::: Source material
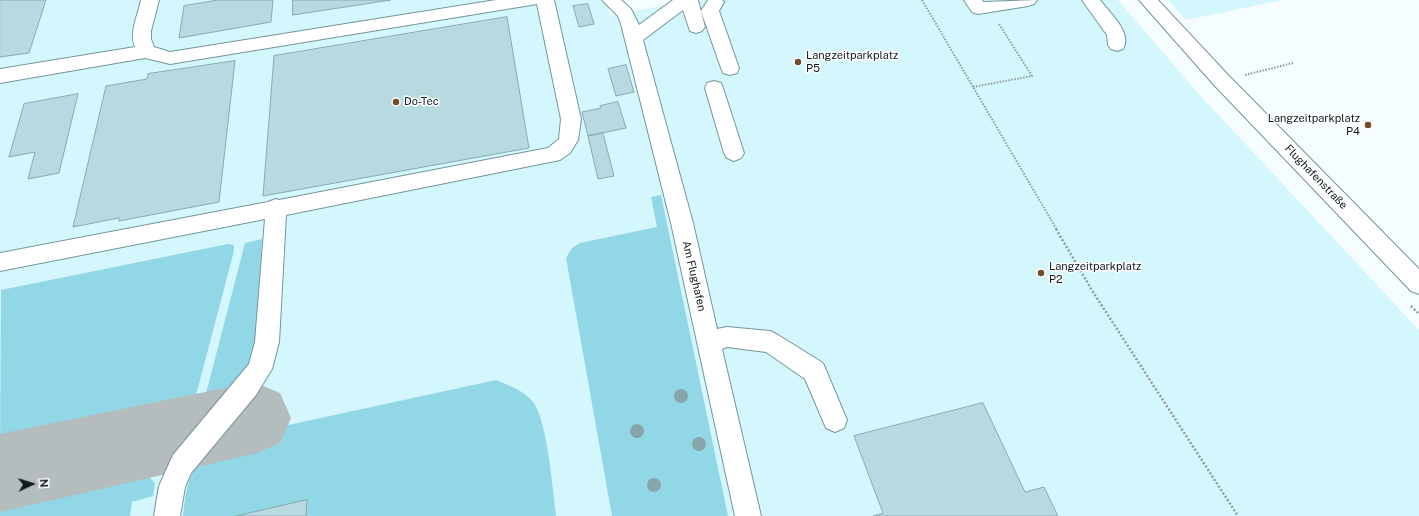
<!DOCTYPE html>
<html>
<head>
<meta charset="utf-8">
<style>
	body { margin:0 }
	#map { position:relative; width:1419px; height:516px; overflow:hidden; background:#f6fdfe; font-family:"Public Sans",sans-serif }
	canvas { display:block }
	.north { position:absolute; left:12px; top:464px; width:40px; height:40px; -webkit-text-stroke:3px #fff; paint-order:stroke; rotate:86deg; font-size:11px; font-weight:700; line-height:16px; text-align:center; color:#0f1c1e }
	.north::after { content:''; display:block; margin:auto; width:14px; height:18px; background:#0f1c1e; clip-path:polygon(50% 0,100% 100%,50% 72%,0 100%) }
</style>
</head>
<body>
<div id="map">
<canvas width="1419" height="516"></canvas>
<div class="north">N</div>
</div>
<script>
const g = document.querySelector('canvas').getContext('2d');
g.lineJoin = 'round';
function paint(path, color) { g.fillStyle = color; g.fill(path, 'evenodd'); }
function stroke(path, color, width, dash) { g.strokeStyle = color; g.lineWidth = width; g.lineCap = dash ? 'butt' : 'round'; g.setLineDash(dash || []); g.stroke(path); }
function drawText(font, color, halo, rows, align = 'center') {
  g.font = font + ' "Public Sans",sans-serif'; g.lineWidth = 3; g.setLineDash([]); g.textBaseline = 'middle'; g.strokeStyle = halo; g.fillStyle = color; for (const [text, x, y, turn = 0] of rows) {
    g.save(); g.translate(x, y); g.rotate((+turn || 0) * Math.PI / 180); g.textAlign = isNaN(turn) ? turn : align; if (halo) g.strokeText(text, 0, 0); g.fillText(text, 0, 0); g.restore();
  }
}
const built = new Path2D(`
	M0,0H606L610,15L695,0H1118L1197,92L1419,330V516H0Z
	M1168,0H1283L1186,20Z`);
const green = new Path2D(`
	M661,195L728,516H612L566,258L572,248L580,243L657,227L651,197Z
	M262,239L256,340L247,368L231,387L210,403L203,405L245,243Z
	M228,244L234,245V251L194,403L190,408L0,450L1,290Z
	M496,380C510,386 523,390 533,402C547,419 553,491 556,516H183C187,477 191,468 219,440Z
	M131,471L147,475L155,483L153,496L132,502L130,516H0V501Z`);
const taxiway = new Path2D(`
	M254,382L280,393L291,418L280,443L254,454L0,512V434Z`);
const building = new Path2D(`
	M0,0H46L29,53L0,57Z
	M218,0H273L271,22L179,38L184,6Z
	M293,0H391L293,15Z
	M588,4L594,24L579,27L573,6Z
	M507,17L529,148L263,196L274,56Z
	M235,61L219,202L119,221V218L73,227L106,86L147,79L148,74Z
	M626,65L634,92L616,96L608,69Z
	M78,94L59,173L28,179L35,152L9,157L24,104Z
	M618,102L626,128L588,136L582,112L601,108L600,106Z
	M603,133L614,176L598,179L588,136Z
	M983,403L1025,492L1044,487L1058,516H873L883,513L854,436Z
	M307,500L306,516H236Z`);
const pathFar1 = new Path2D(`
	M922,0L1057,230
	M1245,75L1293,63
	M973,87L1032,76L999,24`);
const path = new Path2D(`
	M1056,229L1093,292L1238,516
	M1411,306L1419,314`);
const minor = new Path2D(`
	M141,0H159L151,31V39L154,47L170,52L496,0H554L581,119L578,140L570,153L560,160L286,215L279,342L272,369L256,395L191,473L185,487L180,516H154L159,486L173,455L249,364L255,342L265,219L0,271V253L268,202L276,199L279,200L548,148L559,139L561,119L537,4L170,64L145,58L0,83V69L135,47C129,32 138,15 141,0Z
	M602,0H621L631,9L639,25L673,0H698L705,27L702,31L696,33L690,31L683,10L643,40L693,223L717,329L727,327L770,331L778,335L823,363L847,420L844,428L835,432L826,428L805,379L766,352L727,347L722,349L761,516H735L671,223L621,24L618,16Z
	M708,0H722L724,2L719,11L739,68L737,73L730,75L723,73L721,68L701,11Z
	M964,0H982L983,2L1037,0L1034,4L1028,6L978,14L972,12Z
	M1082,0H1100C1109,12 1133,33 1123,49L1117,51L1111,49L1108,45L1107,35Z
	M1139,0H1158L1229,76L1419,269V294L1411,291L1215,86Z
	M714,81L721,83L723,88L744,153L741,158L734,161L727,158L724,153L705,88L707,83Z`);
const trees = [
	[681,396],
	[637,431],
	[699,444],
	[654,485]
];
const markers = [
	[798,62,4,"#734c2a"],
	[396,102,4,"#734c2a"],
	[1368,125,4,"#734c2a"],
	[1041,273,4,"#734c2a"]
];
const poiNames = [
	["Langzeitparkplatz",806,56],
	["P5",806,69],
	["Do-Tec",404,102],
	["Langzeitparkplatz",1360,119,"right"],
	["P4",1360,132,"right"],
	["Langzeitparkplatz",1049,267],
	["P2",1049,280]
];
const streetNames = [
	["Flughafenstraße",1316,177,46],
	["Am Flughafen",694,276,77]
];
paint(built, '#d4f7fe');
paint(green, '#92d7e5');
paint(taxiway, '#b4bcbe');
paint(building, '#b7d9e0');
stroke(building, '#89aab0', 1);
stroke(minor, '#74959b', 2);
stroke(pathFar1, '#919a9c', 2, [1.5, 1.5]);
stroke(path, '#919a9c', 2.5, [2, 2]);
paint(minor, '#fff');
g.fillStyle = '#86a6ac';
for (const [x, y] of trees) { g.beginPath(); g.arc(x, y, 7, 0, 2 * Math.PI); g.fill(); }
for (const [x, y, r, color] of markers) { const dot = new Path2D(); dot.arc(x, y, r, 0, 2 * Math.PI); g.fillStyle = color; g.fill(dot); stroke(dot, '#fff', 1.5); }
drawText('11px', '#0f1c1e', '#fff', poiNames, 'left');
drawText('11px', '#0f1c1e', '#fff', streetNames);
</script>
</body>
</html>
::::::
Work to be completed | Above are the records; from them, give again exactly the lines from the one containing "g.save(); g.translate(x, y);" to the one containing "M262,239L256,340L247,368L231,387L210,403L203,405L245,243Z", both lines included, and nothing more.

Output for this task |
    g.save(); g.translate(x, y); g.rotate((+turn || 0) * Math.PI / 180); g.textAlign = isNaN(turn) ? turn : align; if (halo) g.strokeText(text, 0, 0); g.fillText(text, 0, 0); g.restore();
  }
}
const built = new Path2D(`
	M0,0H606L610,15L695,0H1118L1197,92L1419,330V516H0Z
	M1168,0H1283L1186,20Z`);
const green = new Path2D(`
	M661,195L728,516H612L566,258L572,248L580,243L657,227L651,197Z
	M262,239L256,340L247,368L231,387L210,403L203,405L245,243Z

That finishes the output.